**REQUIREMENT**
Both the line with "M385 180 405" and the line with "M639 701 659 725 644 737 624 713Z" in the records below must appear in the output, along with every line between them, exactly and with nothing added.

[[ DATASET EXCERPTS open ]]

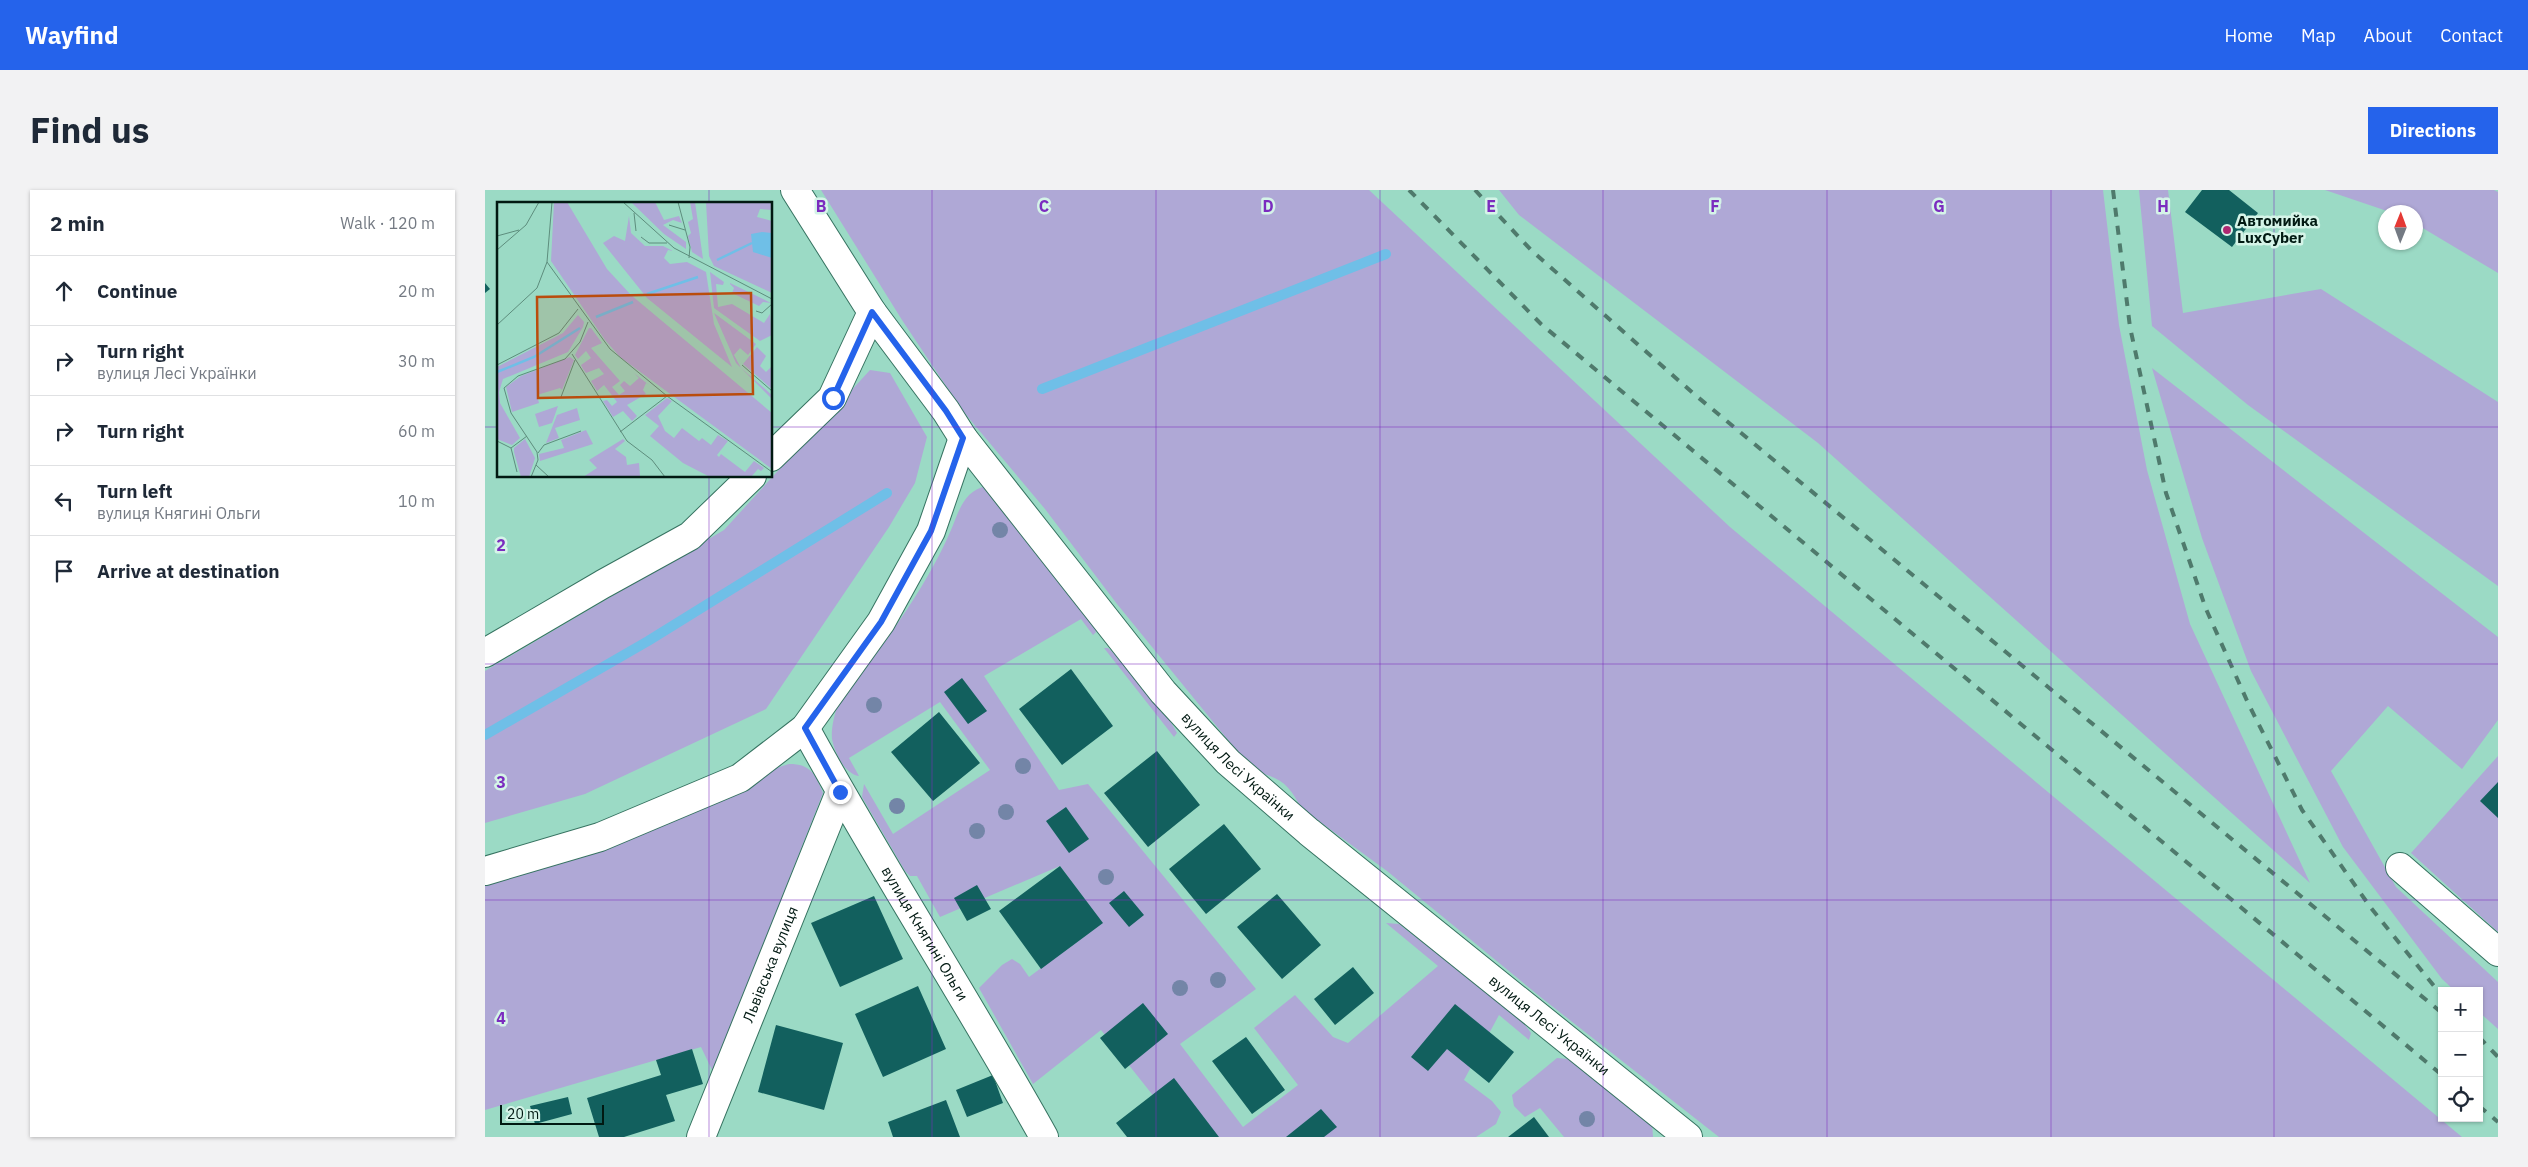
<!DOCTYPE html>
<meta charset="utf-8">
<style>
:root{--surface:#fff;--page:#f2f2f3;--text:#1f2937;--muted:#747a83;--line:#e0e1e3;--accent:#2563eb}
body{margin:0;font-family:"IBM Plex Sans",sans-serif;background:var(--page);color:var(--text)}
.controls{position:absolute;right:15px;bottom:15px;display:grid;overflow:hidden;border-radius:0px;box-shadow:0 1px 4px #0004}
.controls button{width:45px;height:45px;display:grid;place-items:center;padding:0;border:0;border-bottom:1px solid var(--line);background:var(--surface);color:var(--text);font:25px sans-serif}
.compass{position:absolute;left:1893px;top:15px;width:45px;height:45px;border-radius:50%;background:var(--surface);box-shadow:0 1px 4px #0004;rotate:1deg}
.scale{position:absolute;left:15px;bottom:12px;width:104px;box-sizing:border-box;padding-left:5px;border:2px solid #011912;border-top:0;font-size:14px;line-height:18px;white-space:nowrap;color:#011912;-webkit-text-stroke:4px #d5f4e8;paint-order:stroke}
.stop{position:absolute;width:15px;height:15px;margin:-11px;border:4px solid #2563eb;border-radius:50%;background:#fff}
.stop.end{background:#2563eb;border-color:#fff;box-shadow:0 1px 5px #0008}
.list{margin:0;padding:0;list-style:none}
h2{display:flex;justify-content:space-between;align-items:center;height:65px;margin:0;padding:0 20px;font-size:21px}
h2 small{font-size:16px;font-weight:400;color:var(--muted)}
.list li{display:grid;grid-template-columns:32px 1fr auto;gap:15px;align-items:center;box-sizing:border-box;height:70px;padding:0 20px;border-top:1px solid var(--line)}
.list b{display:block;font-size:19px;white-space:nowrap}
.list p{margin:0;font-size:16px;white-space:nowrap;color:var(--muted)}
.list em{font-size:16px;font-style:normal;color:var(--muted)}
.icon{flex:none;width:28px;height:28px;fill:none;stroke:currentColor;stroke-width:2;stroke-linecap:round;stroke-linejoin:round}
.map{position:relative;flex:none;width:2013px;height:947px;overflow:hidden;border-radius:0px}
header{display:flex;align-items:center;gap:30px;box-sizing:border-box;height:70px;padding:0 25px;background:var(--accent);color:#fff}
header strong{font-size:24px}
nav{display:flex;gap:28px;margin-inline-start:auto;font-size:18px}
.intro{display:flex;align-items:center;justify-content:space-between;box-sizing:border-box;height:120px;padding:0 30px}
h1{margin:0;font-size:35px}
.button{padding:12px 22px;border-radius:0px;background:var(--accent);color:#fff;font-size:18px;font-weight:700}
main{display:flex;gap:30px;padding:0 30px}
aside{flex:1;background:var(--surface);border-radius:0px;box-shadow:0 1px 4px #0004}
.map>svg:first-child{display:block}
</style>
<header>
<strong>Wayfind</strong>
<nav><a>Home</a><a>Map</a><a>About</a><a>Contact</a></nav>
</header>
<div class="intro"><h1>Find us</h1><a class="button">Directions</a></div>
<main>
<aside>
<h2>2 min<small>Walk · 120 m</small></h2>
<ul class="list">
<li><svg class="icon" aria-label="ahead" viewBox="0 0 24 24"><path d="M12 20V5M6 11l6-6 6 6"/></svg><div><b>Continue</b></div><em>20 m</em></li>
<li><svg class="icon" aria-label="right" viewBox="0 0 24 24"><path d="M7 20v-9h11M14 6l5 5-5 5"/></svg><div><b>Turn right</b><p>вулиця Лесі Українки</p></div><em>30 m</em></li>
<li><svg class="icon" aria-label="right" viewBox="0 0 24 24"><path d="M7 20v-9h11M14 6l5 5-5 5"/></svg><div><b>Turn right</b></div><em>60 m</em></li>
<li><svg class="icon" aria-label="left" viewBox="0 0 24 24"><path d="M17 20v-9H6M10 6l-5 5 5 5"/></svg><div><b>Turn left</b><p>вулиця Княгині Ольги</p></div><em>10 m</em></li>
<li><svg class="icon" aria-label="arrive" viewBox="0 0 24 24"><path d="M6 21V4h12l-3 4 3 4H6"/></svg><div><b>Arrive at destination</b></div></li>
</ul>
</aside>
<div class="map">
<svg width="2013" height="947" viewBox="0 0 2013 947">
<rect width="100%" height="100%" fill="#9bdac5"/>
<!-- green -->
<path fill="#afa8d6" d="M336 0H884L1245 337 1977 947H1234L1058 809 902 681 816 618C805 595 794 586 769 582L632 414 560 319 477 220 417 130Z
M1014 0H1618L1634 135 1662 280 1705 434 1825 693 1333 253 1034 25Z
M1654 0H1683L1698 123 1836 99 2013 212V396L1763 215 1667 136Z
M1840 0H2009L2013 2V83L1931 34 1930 22H1905Z
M1667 178 2013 447V530L1977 579 1903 516 1846 581 1911 697 2013 792V839L1994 822V801H1970L1957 789 1858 657 1766 481 1717 348Z
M385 180 405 183 442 247 430 293 404 337 281 519 100 604 0 633V481L239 340Z
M502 296 610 437 611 442 608 445 596 429 499 486 574 600 603 594 771 799 695 854 758 937 813 895 769 838 810 805 848 847 863 853 953 776 901 733 914 734 1035 828 1046 843 1044 850 1014 825 979 890 1007 911 1016 922 1011 934 991 947H701L616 840 548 894 494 798 517 775 527 769 535 774 544 787 617 733 575 676 455 727 432 686H425L420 681 377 607 379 594 408 644 505 580 455 512 364 568 374 586C360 584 350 564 347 549 346 539 349 527 352 517 392 462 439 403 466 340 474 321 479 300 502 296Z
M619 458H623C644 477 680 518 692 543L689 547Z
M2013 566V742L1926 663Z
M304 574C326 574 330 584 338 603L228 882 216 857 0 920V692L170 639 288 579Z
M1072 868 1083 869 1090 873 1167 932 1168 947H1079L1055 918 1040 927 1029 916 1027 905Z"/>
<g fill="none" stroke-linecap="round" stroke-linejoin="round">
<!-- stream -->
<path stroke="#6fbfe7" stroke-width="10" d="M557 199 901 64
M0 545 163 451 402 303"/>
</g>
<!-- building -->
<path fill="#12605e" d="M1717 0H1744L1773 23 1747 57 1700 22Z
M0 93 5 99 0 103Z
M586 479 628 536 577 575 534 519Z
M477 488 502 521 483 534 459 502Z
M454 522 495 573 448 611 406 562Z
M672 561 715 615 663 657 619 603Z
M2013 592V628L1995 611Z
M581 617 604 649 584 663 561 631Z
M739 634 776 679 721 724 684 679Z
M575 676 618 733 556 779 514 721Z
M492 695 506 719 482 731 469 708Z
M639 701 659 725 644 737 624 713Z
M792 704 836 755 797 789 752 737Z
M389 706 418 769 355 797 326 733Z
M868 777 889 803 850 835 829 809Z
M433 796 461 859 398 887 370 824Z
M658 813 683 844 640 879 615 848Z
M970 814 1029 862 1004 893 962 859 943 881 926 867Z
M291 835 358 853 339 920 273 902Z
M761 847 800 900 767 924 727 871Z
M207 859 218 894 181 905 190 931 139 947H114L102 908 176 885 171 870Z
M508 885 518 913 482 927 471 900Z
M689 888 734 947H642L631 933Z
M83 907 87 924 50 934 45 916Z
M461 910 475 947H408L403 932Z
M836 919 852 937 839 947H801Z
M1049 927 1064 947H1023Z"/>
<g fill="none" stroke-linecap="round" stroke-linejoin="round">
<!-- minor casing -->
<g stroke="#367361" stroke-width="30">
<g id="minor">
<path id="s1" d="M310 0 387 122 461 221 478 248 678 502 743 572 824 642 1203 947"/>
<path d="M286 267 347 208 387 122"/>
<path d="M0 463 118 394 205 346 267 286"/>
<path id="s2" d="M320 538C396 677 482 809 559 947"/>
<path d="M1915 677 2013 762"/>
<path d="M0 681 115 647 255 588 320 538 396 432 446 341 478 248"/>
<path id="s3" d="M216 947 355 602"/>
</g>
</g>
<!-- minor -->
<use href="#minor" stroke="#fff" stroke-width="28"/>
<!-- rail -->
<path stroke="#4f7a6c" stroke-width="4" stroke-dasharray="9 9" stroke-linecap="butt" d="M924 0 1056 134 1957 885
M990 0 1046 60 1209 204 1957 823
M1628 0 1645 137 1681 303 1721 419 1763 513 1817 620 1886 718 1957 806
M1994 847 2013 867
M1994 916 2013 932"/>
</g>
<!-- trees -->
<g fill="#7385a7">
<circle cx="515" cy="340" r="8"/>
<circle cx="389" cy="515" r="8"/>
<circle cx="538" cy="576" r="8"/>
<circle cx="412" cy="616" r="8"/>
<circle cx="521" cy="622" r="8"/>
<circle cx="492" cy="641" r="8"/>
<circle cx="621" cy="687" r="8"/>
<circle cx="733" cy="790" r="8"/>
<circle cx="695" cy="798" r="8"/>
<circle cx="1102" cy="929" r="8"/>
</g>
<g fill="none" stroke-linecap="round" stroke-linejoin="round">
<!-- route -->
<path stroke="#2563eb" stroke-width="6" d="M348 208 387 122 461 221 478 248 446 341 396 432 320 538 355 602"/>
</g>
<!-- grid -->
<path fill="none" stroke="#7b2cbf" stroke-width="1" stroke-opacity="0.55" d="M224 0V14M447 0V947M671 0V947M895 0V947M1118 0V947M1342 0V947M1566 0V947M1789 0V947M0 237H14M286 237H2013M224 286V947M0 474H2013M0 710H2013"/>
<!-- markers -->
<circle fill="#ad2972" stroke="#d5f4e8" stroke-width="2" cx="1742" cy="40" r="5"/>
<g text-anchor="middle" stroke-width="5" stroke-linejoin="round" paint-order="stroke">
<!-- poi labels -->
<g font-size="15" font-weight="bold" fill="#011912" stroke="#d5f4e8" text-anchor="start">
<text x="1752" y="36">Автомийка<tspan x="1752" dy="17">LuxCyber</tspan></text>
</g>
<!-- street labels -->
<g font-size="15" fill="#011912" stroke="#d5f4e8">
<text dy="5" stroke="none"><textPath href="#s1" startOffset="729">вулиця Лесі Українки</textPath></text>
<text dy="5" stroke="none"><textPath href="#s2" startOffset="238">вулиця Княгині Ольги</textPath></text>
<text dy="5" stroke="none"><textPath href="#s3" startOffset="186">Львівська вулиця</textPath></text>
<text dy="5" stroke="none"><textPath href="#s1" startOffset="1134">вулиця Лесі Українки</textPath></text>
</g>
</g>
<!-- overview -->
<g transform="translate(12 12)">
<rect width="275" height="275" fill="#9bdac5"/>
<path d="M57 0H70L110 67 134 93 275 211V267L123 155 108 138 54 59ZM134 0H158L167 18 182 14 185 21 176 18 166 23 189 40V47L167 32ZM193 0H198L206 57 195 50 191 34 194 31 191 20 196 17ZM209 0H275V8L263 7 260 15 275 19V91L217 64 212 54ZM132 14 134 31 148 44H166L176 49 171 48 167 56 173 62 190 60 209 70 217 122 235 165 150 96 106 41 117 34 128 39ZM213 70 227 80 226 83 219 82 221 105 235 102 267 121 273 112 275 133 263 139 217 106ZM233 82V81L274 101 266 100 262 104 235 91 237 86ZM217 111 259 142 251 153 243 146 237 153 244 166 275 193V197L239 161ZM81 113 87 120 86 125 71 150 6 177 2 190 3 201 23 236 15 243 0 237V165L66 131ZM92 126H94L105 141 94 146 123 179 115 185 122 193 128 189 123 183 127 179 133 184 142 176 137 171 152 183 149 181 146 188 149 192 130 203 140 214 135 219 126 209 116 215 106 199 110 198 115 204 120 200 107 183 100 189 94 179 107 172 102 166 89 171 86 167 81 157 84 163 94 156 89 149 81 157 78 153ZM260 145 269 154 263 164 269 170 275 164V187L246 162ZM73 155 77 158 65 188 63 186 40 193 42 201 15 210 9 185 24 174ZM170 196 175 199 161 214 168 229 177 236 185 226 202 239 205 236 214 243 221 233 231 239 220 253 222 255 224 252 248 270 257 259 267 266 264 269 261 267 254 275H213L186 261 153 234 162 224 148 213ZM61 204 55 221 42 225 38 212ZM80 206 83 218 58 226 62 236 49 241 60 213ZM89 228 96 242 43 259 42 252 67 246 64 238ZM28 237 38 256 32 275H24L17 250V246ZM126 237 128 239 118 247 129 255 130 263 142 261 143 274 86 275 100 266 92 258Z" fill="#afa8d6"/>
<path d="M265 30 275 31V56L256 50 254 32Z" fill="#6fbfe7"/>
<path fill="none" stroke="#6fbfe7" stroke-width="2.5" d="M220 58 255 41M150 92 201 75M99 115 136 100M0 170 37 155 83 126"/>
<path fill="none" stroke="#5d8d7d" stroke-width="1" d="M55 0 50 60 113 147 170 194 275 270M126 0 177 46 275 97M181 0 193 45 192 56M137 11 139 29M172 23 188 28M0 34 22 28M144 35 152 41H170M0 48 29 23 42 0M259 109 265 111 275 102M0 123 40 86 50 60M75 152 130 239 155 258 168 275M0 163 62 131 81 107M245 163 275 189M64 195 78 158M123 230 170 194M0 239 14 246M14 246 20 270M14 246 30 234M41 251 47 243 84 229M39 263 52 275M34 275 41 258 40 250 14 211 7 186 21 174 68 157 83 140 91 120"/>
<path fill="#ba4c0d" fill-opacity="0.15" stroke="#ba4c0d" stroke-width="2.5" d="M254 91 256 192 41 196 40 95Z"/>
<rect width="275" height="275" fill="none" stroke="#011912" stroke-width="2.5"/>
</g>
<g font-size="16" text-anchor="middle" font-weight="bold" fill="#7b2cbf" stroke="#d5f4e8" stroke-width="5" stroke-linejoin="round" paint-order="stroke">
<text x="336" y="22">B</text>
<text x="559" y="22">C</text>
<text x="783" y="22">D</text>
<text x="1006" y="22">E</text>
<text x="1230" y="22">F</text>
<text x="1454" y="22">G</text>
<text x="1678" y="22">H</text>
<text x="16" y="361">2</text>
<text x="16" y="598">3</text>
<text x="16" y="834">4</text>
</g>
</svg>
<div class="controls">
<button>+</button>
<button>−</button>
<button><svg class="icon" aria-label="locate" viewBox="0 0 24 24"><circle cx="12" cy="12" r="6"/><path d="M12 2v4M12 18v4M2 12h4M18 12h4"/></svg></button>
</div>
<svg class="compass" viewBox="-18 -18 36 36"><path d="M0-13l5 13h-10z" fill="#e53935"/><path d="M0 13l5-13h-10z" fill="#747a83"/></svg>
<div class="scale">20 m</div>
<div class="stop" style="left:348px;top:208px"></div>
<div class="stop end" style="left:355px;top:602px"></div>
</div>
</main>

[[ DATASET EXCERPTS closed ]]

**THE ANSWER**
M385 180 405 183 442 247 430 293 404 337 281 519 100 604 0 633V481L239 340Z
M502 296 610 437 611 442 608 445 596 429 499 486 574 600 603 594 771 799 695 854 758 937 813 895 769 838 810 805 848 847 863 853 953 776 901 733 914 734 1035 828 1046 843 1044 850 1014 825 979 890 1007 911 1016 922 1011 934 991 947H701L616 840 548 894 494 798 517 775 527 769 535 774 544 787 617 733 575 676 455 727 432 686H425L420 681 377 607 379 594 408 644 505 580 455 512 364 568 374 586C360 584 350 564 347 549 346 539 349 527 352 517 392 462 439 403 466 340 474 321 479 300 502 296Z
M619 458H623C644 477 680 518 692 543L689 547Z
M2013 566V742L1926 663Z
M304 574C326 574 330 584 338 603L228 882 216 857 0 920V692L170 639 288 579Z
M1072 868 1083 869 1090 873 1167 932 1168 947H1079L1055 918 1040 927 1029 916 1027 905Z"/>
<g fill="none" stroke-linecap="round" stroke-linejoin="round">
<!-- stream -->
<path stroke="#6fbfe7" stroke-width="10" d="M557 199 901 64
M0 545 163 451 402 303"/>
</g>
<!-- building -->
<path fill="#12605e" d="M1717 0H1744L1773 23 1747 57 1700 22Z
M0 93 5 99 0 103Z
M586 479 628 536 577 575 534 519Z
M477 488 502 521 483 534 459 502Z
M454 522 495 573 448 611 406 562Z
M672 561 715 615 663 657 619 603Z
M2013 592V628L1995 611Z
M581 617 604 649 584 663 561 631Z
M739 634 776 679 721 724 684 679Z
M575 676 618 733 556 779 514 721Z
M492 695 506 719 482 731 469 708Z
M639 701 659 725 644 737 624 713Z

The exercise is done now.